- [Your assignment]:
For the listing below, give the number of lines in which "green" occurs. Add nothing.

┌────────

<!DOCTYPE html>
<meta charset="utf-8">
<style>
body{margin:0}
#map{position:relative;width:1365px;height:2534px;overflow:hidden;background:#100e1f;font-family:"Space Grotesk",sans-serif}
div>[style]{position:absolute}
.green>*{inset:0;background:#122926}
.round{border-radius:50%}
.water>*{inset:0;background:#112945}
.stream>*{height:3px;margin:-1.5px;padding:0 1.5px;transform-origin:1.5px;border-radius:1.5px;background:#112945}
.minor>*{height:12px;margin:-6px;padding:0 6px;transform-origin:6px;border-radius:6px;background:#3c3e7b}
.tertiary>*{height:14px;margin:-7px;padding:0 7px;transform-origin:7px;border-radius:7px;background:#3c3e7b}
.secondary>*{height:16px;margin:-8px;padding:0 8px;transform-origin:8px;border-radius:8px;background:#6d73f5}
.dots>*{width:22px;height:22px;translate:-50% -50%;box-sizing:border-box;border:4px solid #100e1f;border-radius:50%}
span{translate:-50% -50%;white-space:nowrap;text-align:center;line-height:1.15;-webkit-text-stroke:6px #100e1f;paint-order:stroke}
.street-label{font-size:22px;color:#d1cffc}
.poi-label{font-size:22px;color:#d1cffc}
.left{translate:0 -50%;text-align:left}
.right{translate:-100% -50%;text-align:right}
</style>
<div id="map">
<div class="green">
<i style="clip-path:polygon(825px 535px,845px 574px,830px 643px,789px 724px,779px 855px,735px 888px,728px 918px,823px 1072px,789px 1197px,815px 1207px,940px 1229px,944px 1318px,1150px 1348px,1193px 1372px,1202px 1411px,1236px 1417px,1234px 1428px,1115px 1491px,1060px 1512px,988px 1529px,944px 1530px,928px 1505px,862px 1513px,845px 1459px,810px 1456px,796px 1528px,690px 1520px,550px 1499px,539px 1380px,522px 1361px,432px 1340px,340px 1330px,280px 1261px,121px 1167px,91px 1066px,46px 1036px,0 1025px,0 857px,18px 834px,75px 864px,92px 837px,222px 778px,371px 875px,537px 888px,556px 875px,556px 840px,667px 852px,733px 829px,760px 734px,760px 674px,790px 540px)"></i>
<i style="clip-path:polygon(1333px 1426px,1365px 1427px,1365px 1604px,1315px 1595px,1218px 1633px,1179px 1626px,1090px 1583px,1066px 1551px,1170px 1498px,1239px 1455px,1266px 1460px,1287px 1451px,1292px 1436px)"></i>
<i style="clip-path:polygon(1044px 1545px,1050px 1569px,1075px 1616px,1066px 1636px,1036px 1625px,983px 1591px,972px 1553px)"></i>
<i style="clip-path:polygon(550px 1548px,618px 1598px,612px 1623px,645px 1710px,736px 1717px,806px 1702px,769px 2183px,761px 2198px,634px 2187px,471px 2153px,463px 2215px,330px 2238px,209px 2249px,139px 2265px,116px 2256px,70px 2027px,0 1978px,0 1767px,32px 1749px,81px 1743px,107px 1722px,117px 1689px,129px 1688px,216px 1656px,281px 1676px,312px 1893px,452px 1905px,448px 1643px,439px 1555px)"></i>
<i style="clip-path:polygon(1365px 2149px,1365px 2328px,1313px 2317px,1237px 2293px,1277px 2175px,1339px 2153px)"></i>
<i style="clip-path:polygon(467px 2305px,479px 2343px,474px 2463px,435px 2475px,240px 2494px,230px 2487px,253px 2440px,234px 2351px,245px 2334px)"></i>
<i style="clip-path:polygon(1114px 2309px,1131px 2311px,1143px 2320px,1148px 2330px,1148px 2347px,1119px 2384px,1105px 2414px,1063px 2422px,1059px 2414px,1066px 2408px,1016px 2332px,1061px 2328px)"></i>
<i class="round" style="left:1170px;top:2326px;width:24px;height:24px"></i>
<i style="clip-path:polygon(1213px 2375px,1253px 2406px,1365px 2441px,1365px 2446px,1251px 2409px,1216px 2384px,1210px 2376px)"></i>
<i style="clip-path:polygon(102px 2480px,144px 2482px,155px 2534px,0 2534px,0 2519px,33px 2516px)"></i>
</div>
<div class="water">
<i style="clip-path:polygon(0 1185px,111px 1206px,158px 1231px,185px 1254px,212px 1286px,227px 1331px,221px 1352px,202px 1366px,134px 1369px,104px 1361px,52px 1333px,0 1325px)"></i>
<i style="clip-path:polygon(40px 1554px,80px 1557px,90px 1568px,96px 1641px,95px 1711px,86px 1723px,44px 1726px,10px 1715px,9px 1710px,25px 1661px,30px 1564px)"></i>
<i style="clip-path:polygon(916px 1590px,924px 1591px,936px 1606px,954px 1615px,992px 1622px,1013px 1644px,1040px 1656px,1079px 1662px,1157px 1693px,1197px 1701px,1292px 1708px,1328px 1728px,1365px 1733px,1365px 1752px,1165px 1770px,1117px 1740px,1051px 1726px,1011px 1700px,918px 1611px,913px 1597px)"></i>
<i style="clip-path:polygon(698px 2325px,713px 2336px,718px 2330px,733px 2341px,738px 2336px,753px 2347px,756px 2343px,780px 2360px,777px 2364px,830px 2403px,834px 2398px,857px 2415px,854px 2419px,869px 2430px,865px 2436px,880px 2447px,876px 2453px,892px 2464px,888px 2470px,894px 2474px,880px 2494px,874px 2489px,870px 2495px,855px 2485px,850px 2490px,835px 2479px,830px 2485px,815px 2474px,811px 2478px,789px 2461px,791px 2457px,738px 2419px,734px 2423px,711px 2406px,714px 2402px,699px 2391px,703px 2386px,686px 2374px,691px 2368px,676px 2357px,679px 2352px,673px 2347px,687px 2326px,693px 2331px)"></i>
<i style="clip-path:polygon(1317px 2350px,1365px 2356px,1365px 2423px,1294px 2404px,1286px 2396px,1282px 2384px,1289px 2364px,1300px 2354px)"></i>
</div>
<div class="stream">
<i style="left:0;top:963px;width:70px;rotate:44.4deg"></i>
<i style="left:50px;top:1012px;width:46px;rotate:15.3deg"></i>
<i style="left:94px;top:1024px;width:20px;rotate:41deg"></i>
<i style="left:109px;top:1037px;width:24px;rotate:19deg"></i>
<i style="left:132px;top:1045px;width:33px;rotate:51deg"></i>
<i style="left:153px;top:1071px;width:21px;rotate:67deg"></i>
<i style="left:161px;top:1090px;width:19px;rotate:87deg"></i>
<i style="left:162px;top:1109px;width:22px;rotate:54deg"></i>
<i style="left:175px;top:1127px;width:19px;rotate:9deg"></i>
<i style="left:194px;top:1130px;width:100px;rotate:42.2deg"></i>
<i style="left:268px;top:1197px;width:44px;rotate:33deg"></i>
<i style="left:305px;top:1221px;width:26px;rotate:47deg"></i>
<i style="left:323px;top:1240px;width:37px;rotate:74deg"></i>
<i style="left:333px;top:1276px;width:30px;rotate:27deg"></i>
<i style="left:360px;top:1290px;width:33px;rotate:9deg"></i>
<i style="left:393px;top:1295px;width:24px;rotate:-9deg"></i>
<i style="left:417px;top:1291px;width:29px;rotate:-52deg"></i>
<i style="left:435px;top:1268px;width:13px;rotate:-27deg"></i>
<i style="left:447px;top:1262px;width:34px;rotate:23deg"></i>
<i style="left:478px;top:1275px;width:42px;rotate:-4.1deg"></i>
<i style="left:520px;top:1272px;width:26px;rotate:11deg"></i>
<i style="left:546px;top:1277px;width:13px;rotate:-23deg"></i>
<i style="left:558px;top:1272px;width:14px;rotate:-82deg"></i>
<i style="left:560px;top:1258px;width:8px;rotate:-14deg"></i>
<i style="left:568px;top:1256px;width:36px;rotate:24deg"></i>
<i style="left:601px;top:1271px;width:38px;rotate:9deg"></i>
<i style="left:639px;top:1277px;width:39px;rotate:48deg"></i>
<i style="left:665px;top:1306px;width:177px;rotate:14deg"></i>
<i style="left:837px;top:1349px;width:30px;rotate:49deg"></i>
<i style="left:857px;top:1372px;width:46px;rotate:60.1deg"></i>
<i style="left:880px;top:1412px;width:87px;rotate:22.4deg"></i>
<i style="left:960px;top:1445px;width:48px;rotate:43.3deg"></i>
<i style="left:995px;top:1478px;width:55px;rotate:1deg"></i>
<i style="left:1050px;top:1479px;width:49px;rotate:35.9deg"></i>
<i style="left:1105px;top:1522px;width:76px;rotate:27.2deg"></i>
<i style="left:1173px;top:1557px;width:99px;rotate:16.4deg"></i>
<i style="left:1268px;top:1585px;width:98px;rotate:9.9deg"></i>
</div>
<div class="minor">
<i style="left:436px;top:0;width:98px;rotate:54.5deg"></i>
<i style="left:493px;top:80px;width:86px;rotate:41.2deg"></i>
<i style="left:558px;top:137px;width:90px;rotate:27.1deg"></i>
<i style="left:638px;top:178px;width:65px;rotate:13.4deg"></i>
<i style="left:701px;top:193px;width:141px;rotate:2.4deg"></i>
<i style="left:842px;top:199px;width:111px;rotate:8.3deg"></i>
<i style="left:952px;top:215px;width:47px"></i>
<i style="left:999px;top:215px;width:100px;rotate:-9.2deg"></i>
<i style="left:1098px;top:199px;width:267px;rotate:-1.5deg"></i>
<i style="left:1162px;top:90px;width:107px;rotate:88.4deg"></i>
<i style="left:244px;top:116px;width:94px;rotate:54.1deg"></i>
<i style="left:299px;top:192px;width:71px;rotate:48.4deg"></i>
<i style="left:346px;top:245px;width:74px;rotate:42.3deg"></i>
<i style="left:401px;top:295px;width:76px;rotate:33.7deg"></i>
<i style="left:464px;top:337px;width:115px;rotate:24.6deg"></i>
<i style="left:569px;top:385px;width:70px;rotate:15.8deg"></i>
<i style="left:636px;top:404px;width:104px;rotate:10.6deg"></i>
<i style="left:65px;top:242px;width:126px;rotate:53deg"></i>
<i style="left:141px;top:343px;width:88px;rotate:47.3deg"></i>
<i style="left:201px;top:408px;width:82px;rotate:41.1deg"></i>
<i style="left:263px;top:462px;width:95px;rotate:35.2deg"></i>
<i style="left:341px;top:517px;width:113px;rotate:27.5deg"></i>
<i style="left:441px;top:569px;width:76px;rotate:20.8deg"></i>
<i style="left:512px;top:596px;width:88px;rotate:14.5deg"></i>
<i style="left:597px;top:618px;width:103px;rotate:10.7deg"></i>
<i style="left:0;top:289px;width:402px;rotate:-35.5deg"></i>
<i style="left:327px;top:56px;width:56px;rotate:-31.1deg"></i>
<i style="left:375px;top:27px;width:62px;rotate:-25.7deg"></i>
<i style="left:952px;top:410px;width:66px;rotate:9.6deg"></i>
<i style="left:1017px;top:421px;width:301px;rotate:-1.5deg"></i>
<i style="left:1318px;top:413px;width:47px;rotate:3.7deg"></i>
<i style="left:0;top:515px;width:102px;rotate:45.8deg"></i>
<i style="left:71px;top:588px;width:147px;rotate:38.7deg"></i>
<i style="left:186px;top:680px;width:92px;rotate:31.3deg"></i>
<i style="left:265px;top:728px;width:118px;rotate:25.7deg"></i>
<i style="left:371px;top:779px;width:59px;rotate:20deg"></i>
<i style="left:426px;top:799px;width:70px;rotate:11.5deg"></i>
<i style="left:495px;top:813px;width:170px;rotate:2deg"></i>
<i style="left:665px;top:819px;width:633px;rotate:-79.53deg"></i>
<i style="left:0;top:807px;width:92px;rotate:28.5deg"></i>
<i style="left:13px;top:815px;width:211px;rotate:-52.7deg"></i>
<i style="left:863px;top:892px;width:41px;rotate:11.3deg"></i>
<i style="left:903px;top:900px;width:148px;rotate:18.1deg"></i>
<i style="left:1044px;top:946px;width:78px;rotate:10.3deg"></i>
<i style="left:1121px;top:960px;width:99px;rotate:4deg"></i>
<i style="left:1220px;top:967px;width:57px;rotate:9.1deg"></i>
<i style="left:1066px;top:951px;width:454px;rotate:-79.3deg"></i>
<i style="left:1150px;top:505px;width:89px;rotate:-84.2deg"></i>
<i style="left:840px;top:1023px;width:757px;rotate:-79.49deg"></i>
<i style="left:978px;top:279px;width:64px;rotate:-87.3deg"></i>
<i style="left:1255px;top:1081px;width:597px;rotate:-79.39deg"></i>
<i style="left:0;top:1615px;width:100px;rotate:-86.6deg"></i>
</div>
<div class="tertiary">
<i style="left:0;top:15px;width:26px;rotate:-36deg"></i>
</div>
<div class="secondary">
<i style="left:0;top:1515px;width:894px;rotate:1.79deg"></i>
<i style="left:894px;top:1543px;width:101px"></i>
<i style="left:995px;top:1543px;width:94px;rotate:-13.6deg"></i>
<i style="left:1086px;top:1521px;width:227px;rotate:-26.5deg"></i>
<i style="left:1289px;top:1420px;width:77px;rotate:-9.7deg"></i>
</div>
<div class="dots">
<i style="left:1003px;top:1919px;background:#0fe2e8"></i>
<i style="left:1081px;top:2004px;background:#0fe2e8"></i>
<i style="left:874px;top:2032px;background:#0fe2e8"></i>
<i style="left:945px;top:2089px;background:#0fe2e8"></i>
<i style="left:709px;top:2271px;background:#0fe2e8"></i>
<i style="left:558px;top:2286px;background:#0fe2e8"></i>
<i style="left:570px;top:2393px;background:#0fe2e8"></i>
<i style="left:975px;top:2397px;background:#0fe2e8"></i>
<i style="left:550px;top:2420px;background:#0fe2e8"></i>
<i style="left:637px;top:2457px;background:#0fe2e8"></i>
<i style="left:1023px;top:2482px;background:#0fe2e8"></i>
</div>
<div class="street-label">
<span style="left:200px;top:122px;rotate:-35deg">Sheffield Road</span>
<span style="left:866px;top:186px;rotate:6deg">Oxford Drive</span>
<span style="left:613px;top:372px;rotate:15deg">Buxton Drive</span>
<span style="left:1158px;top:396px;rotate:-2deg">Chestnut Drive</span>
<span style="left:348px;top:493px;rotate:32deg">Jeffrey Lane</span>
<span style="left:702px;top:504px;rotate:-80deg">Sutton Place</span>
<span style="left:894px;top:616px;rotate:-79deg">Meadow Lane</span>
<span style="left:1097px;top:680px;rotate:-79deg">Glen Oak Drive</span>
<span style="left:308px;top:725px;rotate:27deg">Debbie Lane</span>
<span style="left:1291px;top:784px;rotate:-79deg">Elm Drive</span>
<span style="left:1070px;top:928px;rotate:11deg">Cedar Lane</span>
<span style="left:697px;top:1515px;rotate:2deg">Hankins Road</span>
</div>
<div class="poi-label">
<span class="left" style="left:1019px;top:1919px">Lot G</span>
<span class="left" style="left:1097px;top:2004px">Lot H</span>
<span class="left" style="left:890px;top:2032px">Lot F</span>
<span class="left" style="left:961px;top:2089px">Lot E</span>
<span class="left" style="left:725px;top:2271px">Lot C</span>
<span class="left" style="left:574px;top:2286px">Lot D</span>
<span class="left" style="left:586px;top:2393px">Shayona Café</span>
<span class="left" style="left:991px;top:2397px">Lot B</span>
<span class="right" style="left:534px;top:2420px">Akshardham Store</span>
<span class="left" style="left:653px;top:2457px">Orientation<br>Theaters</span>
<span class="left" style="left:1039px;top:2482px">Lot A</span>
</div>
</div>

└────────

- [Response below]:
2